Christmas is one of the greatest times of the year for us. Family, food, football, basketball, school breaks, but it's no longer enjoyable to me. Two chairs are empty where the glue of our family should be sitting.
Basically everyone in my dad's family can sing, and my Papaw would always sing with them while my Mamaw tapped her toes and sang quietly to one of us grandchildren. Unfortunately, they've both officially crossed the Jordan. I hate family gatherings and holidays now because my two favorite people no longer join us for them. It kills me. I can't listen to them sing anymore because the sound is different, it's unfinished. The family had a beautiful choir-like sound, but now they sound like a lame trio caroling in an empty backwards mall somewhere. That's not the Musick sound that I know and love dearly. They just simply don't sound as good as they did (sorry guys).

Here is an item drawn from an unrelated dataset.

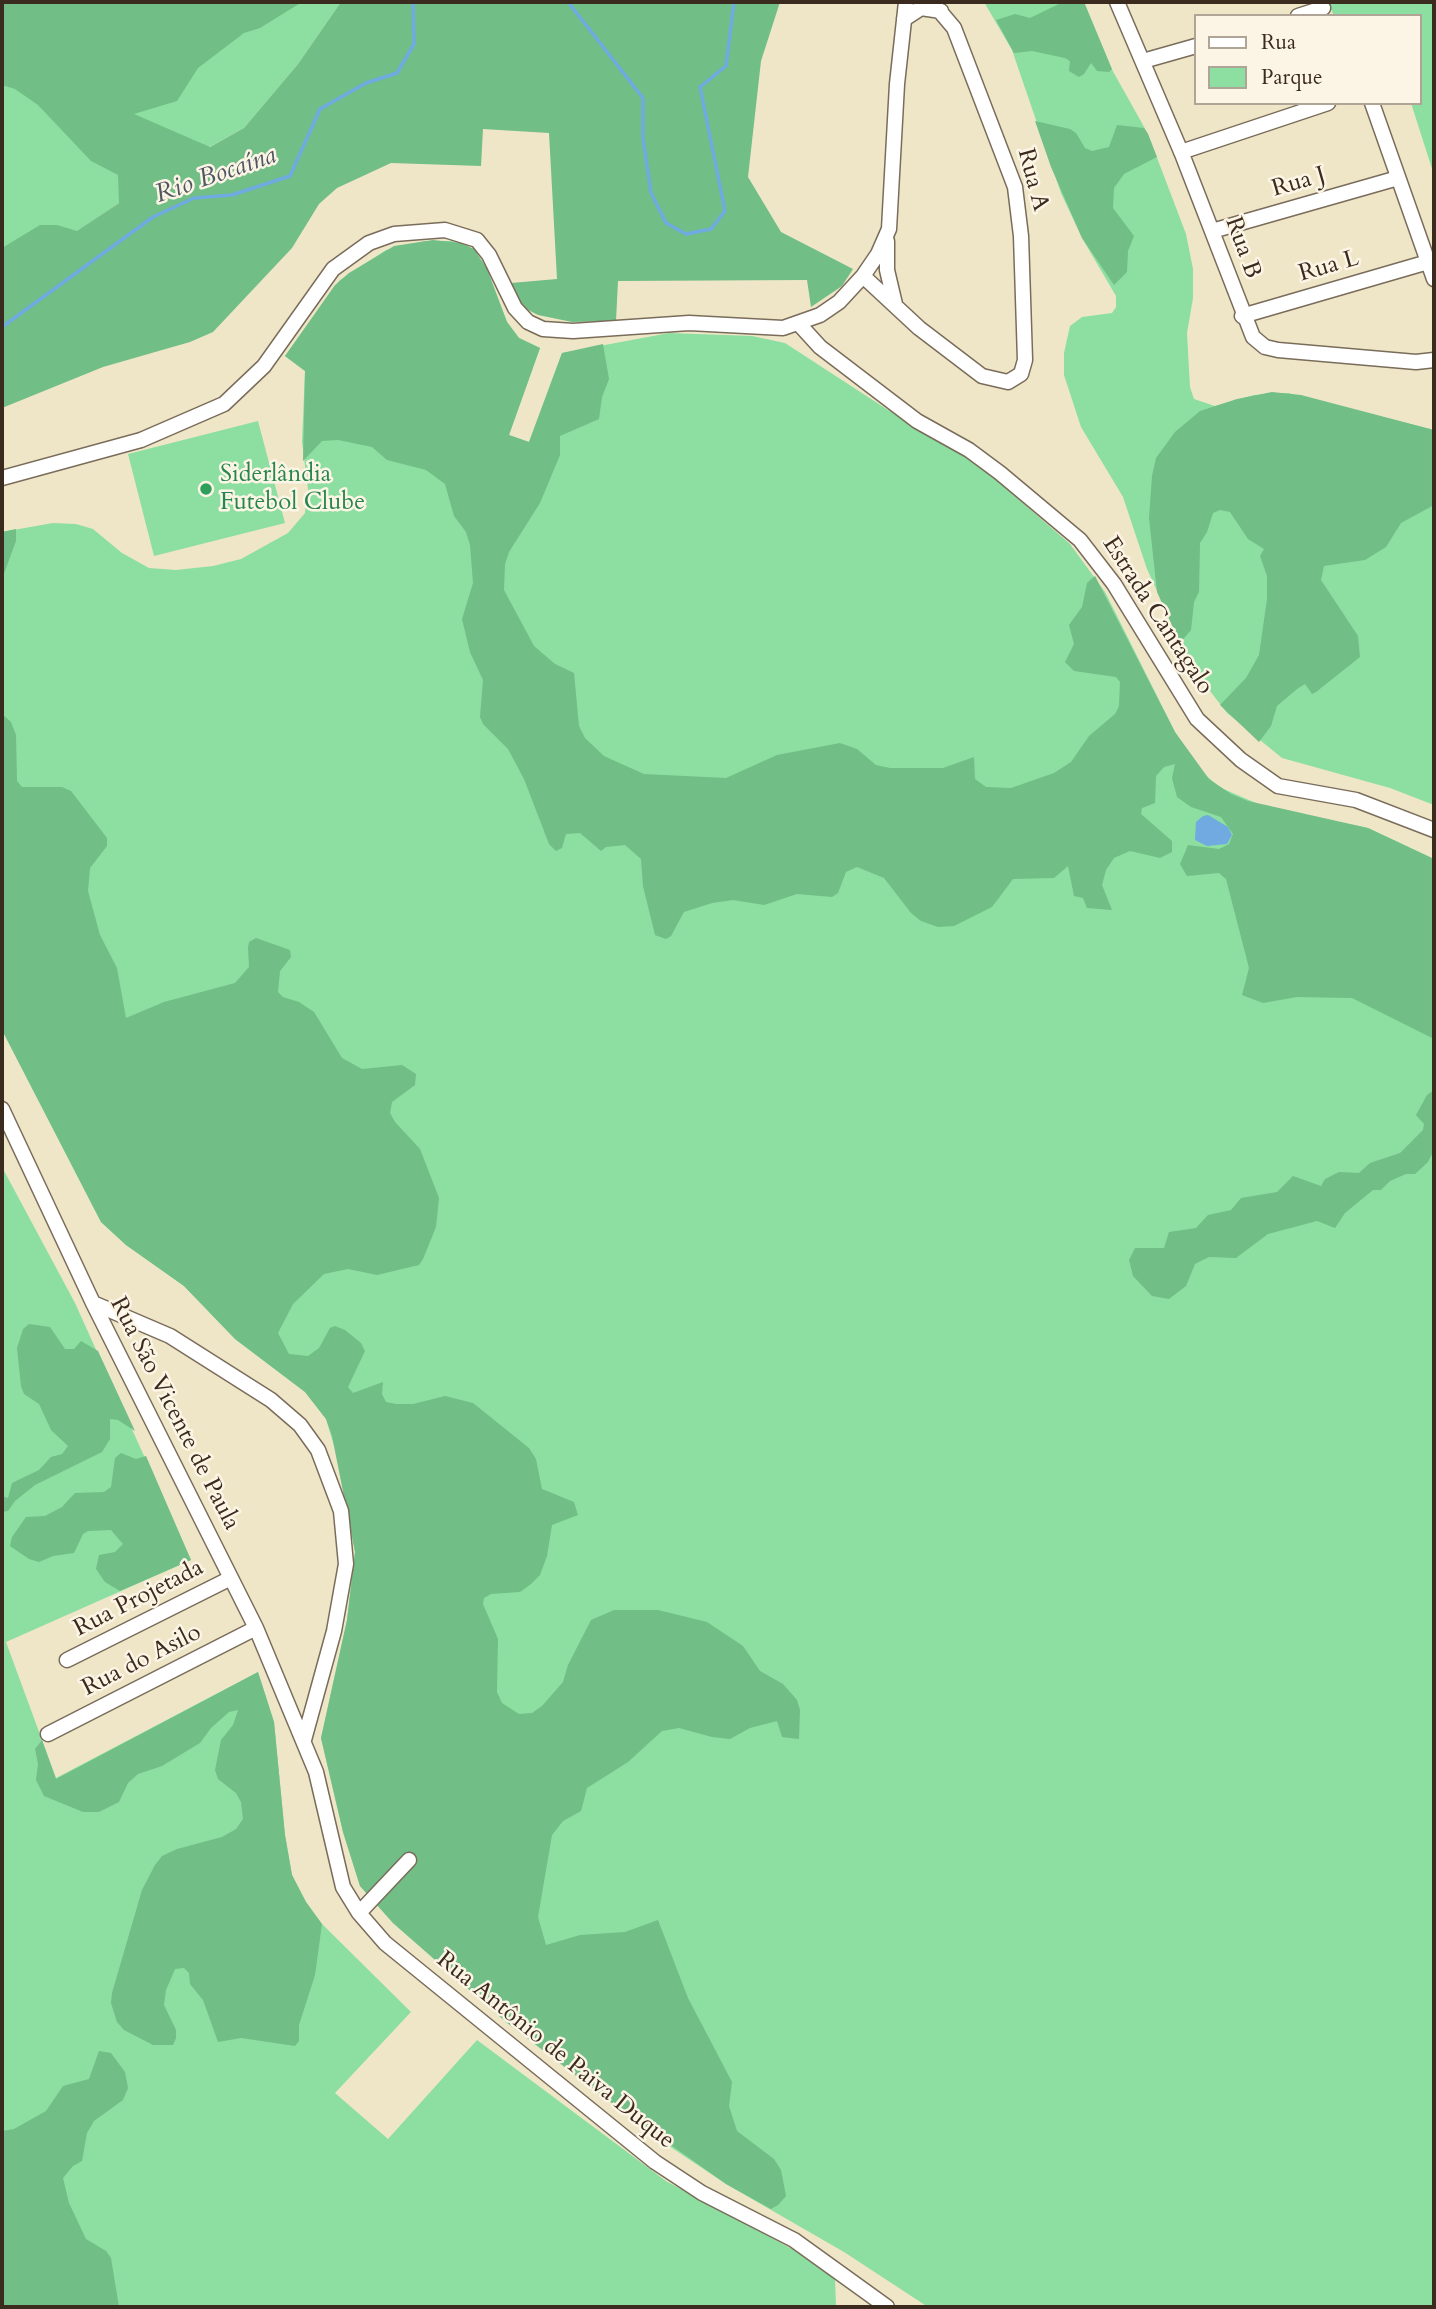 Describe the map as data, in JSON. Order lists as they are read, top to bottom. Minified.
{"streets":{"street":["Rua A","Rua J","Rua B","Rua L","Estrada Cantagalo","Rua São Vicente de Paula","Rua Projetada","Rua do Asilo","Rua Antônio de Paiva Duque"]},"crossings":[["Rua J","Rua B"],["Rua B","Rua L"],["Rua São Vicente de Paula","Rua Projetada"],["Rua São Vicente de Paula","Rua do Asilo"],["Rua São Vicente de Paula","Rua Antônio de Paiva Duque"]],"water":["Rio Bocaína"],"places":["Siderlândia Futebol Clube"],"legend":["Rua","Parque"]}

Now the food, guys…. My family can cook like Julia Child, but Christmas dinner isn't the same without Papaw's pumpkin loaf. My uncle has made it for the past 5 years, but we all know it isn't the same - even though it tastes almost identical. Mamaw always sat at the table and ate dinner beside me. We would just talk and joke, and now I sit alone. Which, since Papaw passed, I haven't hung out with my family as much as I used to. I don't have a conversation with anyone while I eat anymore because it isn't the same.
People say change is good and that change helps people move on, but I don't like change. Change makes me feel like I'm leaving the people that once held me together every time something went wrong, and that isn't okay. Change hurts.

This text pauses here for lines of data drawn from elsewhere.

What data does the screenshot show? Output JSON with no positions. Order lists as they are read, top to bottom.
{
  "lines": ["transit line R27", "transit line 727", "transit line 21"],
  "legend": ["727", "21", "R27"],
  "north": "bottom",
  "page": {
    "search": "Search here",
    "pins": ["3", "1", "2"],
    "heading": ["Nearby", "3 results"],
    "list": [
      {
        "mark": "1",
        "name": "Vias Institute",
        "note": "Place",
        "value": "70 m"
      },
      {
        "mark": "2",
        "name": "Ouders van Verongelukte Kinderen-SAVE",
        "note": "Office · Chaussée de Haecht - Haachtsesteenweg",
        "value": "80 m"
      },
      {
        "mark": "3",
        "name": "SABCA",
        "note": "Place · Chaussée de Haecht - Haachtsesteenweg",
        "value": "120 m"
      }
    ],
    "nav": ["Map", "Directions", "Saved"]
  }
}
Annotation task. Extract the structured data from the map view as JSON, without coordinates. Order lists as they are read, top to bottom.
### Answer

Christmas Eve hurts. I hate getting invited to our family Christmas, because it isn't the same family anymore. It's only part of the family. Not to mention, a lot of the older cousins work now so it's really just a small portion of the family. I haven't seen some of my cousins in almost 5 years. Christmas isn't Christmas for me anymore - well not the family part anyways.

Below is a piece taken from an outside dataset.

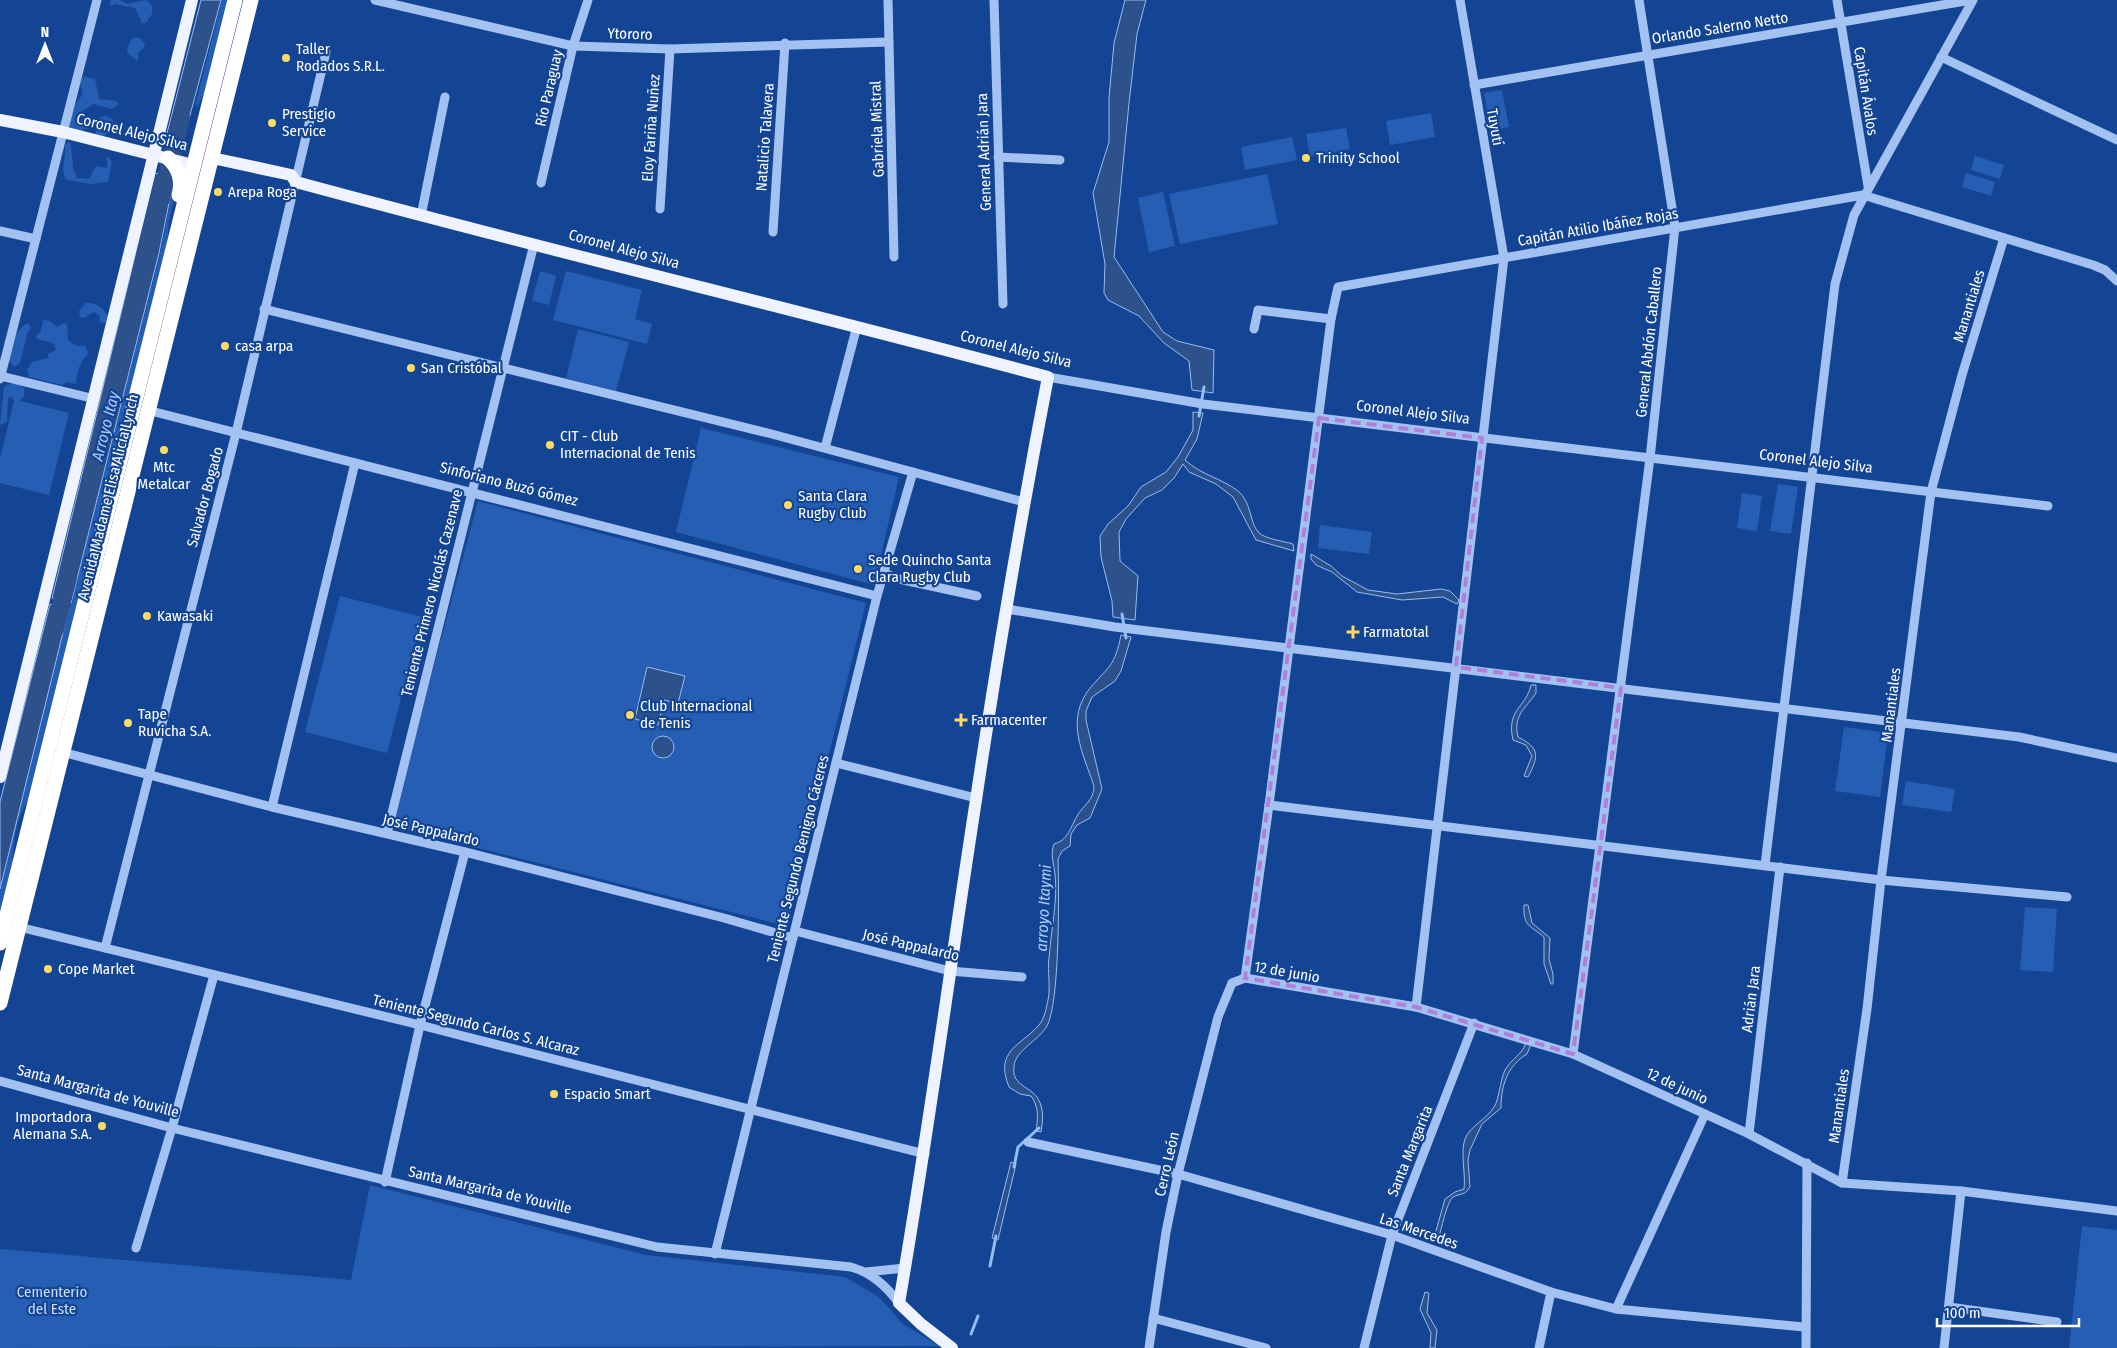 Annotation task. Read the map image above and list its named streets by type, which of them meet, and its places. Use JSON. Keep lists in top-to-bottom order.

I still pray and thank God for His son and I still read the story in my bible, but Christmas is a time of mourning for me now. I don't laugh and cut up with everyone anymore. I sit in between the two empty chairs that we leave for our unseen guests. I know they're there, but I want to hear them singing and I want to eat dinner with them. I want to point out who made what - especially when my dish is the hit that year. I miss them. Christmas is a joyous time for everyone else, but Christmas is a difficult time for me.